PPP is a chronic disease with a high recurrence rate and a poor response to treatment. It occurs most often in patients aged 50–60 years [
1]. In the present study, a total of 48 patients diagnosed with PPP were recruited, including 8 males and 40 females. The mean age was 49.8 years (range 18–79 years). Plantar involvement was more frequent than palmar involvement, which was consistent with previously reported cases [
1,
5]. This suggests that PPP is frequently found in the palmoplantar region. In Olazagasti et al.’s retrospective review of 215 patients with PPP, systemic agents that elicited a complete response included acitretin (6 of 24 patients; 25%), methotrexate (2 of 20 patients; 10%), and cyclosporine (2 of 4 patients; 50%). Several treatments—dapsone (3 patients), etanercept (3 patients), and prednisone (5 patients)—elicited no response [
5]. In the present study, 48 patients with PPP received monotherapy with cyclosporine. The PPPASI score was 0.6–47.4 before treatment (mean 12.8). After 8 weeks of treatment, the efficacy was evaluated. Results showed complete remission in 8.3% of patients, remission in 41.7%, improvement in 22.9%, and treatment ineffectiveness in 20.8%, with an overall effectiveness rate of 50%. These results are consistent with relevant results in the literature [
5‐
7] and they confirm that cyclosporine is an effective treatment for PPP.
Cyclosporine A is safer than other commonly used systemic treatments. Adverse reactions disappeared after cyclosporine reduction or withdrawal, and increased body hair recovery was relatively slow. These findings indicate that cyclosporine is an effective treatment for PPP with few adverse effects, and that these adverse effects are mild and may resolve after treatment termination. However, routine monitoring is necessary and the dose of cyclosporine should be determined according to the guidelines in order to reduce or avoid the adverse effects of cyclosporine.

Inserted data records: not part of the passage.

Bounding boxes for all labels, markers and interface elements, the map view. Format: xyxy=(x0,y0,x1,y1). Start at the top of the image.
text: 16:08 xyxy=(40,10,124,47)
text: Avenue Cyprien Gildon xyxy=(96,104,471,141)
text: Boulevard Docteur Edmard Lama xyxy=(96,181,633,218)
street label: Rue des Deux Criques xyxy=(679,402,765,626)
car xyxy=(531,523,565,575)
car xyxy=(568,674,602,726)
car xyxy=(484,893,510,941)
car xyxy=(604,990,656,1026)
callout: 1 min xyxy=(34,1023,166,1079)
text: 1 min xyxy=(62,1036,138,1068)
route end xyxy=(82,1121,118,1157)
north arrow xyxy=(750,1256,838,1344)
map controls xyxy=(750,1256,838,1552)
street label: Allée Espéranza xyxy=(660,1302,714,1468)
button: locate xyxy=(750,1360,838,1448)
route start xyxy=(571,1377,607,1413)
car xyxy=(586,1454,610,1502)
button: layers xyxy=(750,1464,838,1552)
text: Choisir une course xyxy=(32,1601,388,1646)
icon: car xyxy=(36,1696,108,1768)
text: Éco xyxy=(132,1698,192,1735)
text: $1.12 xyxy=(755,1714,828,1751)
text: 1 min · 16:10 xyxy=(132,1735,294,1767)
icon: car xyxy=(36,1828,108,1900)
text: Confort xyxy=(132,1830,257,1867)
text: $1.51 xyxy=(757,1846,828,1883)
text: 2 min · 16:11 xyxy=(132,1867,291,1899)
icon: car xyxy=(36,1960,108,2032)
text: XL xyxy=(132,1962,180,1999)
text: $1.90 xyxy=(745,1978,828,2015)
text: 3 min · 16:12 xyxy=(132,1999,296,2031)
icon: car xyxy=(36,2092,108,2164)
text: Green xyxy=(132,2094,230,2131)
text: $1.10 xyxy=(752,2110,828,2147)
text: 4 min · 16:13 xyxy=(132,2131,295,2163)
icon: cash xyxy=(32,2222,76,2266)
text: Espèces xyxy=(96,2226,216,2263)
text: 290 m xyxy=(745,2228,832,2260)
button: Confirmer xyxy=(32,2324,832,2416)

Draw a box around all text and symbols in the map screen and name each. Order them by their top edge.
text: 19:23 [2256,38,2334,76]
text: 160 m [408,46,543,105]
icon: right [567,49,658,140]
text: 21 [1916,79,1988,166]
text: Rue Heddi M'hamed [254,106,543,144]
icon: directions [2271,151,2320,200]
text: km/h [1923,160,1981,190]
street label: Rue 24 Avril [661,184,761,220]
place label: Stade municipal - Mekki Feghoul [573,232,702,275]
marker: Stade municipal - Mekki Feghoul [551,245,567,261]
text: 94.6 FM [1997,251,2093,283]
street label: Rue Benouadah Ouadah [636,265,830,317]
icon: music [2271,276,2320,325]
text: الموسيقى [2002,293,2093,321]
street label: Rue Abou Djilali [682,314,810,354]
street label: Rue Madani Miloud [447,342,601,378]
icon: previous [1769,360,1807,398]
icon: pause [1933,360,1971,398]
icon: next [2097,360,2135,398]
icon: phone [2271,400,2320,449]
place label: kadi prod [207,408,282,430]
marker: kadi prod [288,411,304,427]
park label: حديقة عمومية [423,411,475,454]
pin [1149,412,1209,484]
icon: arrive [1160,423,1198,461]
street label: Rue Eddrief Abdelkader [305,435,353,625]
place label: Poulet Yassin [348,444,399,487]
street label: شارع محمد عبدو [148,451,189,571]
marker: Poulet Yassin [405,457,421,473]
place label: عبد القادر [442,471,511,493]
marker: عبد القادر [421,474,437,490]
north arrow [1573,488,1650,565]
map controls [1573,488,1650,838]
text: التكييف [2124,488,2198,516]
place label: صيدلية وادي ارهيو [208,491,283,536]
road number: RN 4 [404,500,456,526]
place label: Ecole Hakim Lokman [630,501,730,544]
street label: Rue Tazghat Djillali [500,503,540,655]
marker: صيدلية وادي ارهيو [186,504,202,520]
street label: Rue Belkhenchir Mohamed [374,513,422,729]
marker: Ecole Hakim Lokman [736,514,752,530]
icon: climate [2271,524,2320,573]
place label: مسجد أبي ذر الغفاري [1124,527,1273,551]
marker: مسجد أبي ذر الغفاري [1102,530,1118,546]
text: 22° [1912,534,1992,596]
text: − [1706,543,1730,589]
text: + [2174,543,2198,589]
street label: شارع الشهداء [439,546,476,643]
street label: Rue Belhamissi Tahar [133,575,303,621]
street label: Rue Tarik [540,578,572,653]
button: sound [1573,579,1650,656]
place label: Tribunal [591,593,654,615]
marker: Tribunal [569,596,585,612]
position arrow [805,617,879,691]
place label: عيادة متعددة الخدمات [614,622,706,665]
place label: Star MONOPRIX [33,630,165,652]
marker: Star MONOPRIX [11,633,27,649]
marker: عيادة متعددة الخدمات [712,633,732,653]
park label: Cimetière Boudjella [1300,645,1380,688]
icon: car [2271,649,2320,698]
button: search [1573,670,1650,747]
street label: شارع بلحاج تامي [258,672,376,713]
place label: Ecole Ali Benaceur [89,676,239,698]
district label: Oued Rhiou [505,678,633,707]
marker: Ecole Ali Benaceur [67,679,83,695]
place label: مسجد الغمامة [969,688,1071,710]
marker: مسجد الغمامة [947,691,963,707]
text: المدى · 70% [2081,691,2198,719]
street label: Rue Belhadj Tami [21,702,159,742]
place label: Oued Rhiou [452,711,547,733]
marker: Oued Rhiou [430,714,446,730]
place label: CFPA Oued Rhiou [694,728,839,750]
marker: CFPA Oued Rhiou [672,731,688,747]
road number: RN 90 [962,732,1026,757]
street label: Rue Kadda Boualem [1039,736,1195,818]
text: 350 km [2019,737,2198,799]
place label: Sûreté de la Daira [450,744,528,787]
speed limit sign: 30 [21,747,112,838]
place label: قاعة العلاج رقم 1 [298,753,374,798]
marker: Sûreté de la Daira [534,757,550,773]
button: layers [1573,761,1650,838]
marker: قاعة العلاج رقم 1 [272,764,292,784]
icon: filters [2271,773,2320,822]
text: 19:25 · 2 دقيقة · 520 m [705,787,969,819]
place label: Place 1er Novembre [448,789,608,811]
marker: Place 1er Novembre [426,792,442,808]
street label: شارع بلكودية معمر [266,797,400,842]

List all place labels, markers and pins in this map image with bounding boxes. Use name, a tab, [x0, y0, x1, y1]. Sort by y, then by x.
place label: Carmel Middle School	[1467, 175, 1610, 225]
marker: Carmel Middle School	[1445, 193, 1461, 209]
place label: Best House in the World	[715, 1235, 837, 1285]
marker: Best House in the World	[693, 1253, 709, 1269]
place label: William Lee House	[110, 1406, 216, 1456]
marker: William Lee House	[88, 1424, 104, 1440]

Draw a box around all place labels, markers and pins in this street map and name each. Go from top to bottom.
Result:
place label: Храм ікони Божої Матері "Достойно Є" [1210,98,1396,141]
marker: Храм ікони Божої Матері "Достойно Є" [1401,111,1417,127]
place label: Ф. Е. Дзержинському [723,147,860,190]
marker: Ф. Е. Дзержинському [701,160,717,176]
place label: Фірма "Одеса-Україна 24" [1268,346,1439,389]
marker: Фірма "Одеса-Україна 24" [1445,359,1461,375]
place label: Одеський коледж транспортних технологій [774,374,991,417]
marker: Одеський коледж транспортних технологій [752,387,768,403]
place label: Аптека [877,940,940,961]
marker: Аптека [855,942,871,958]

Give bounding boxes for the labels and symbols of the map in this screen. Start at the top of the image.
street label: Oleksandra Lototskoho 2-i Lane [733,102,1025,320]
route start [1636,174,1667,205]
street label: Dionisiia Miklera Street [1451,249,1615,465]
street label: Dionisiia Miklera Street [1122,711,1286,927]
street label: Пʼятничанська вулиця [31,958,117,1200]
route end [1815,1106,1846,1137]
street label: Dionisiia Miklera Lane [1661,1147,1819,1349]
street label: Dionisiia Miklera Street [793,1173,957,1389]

The pathogenesis of PPP is still poorly understood. Smoking, emotional stress, focal infection, certain drugs, genetics, immunity, and metal sensitization are reported to be involved in the occurrence or aggravation of pustulosis [
5]. Smoking plays a particularly important role in the pathogenesis of PPP. Tobacco smoke is considered to be a possible trigger of PPP, and it may increase the expression of IL-17 and IL-22 [
8]. Recent studies have shown that IL-17, IL-23, and TNF-α play crucial roles in the pathogenesis of psoriasis [
9], and PPP is closely related to this pathogenesis [
10,
11]. Several reports have reported an overexpression of IL-17 in periodontitis [
12,
13]. IL-17 is expressed not only in Th17 cells but also in inflamed tissues such as gingiva [
12,
13]. Elevated IL-17 expression has been noted in the skin lesions and sera of PPP patients, and TNF-α is significantly increased in the sera of PPP patients, but IL-23 is not [
14]. As a result of this low IL-23 expression in the sera of PPP patients, it was assumed that the expression of IL-17 in inflamed tissues such as gingiva may relate to the pathogenesis of PPP [
14]. Our results showed that the serum concentrations of IL-17, IL-23, and TNF-α decreased after 8 weeks of cyclosporine treatment in PPP patients. Significant reductions were noted in IL-23 and TNF-α, while the serum IL-17 concentration decreased slightly. This implies that the therapeutic effects of cyclosporine may be related to the downregulation of IL-17, IL-23, and TNF-α expression, especially that of IL-23 and TNF-α. Note that the sample size was small in the present study, and the specific mechanisms underlying the therapeutic effects of cyclosporine were not investigated further. Thus, more clinical studies with elegant designs and large sample sizes are needed to confirm the etiology and pathogenesis of PPP as well as the mechanisms underpinning the therapeutic effects of cyclosporine.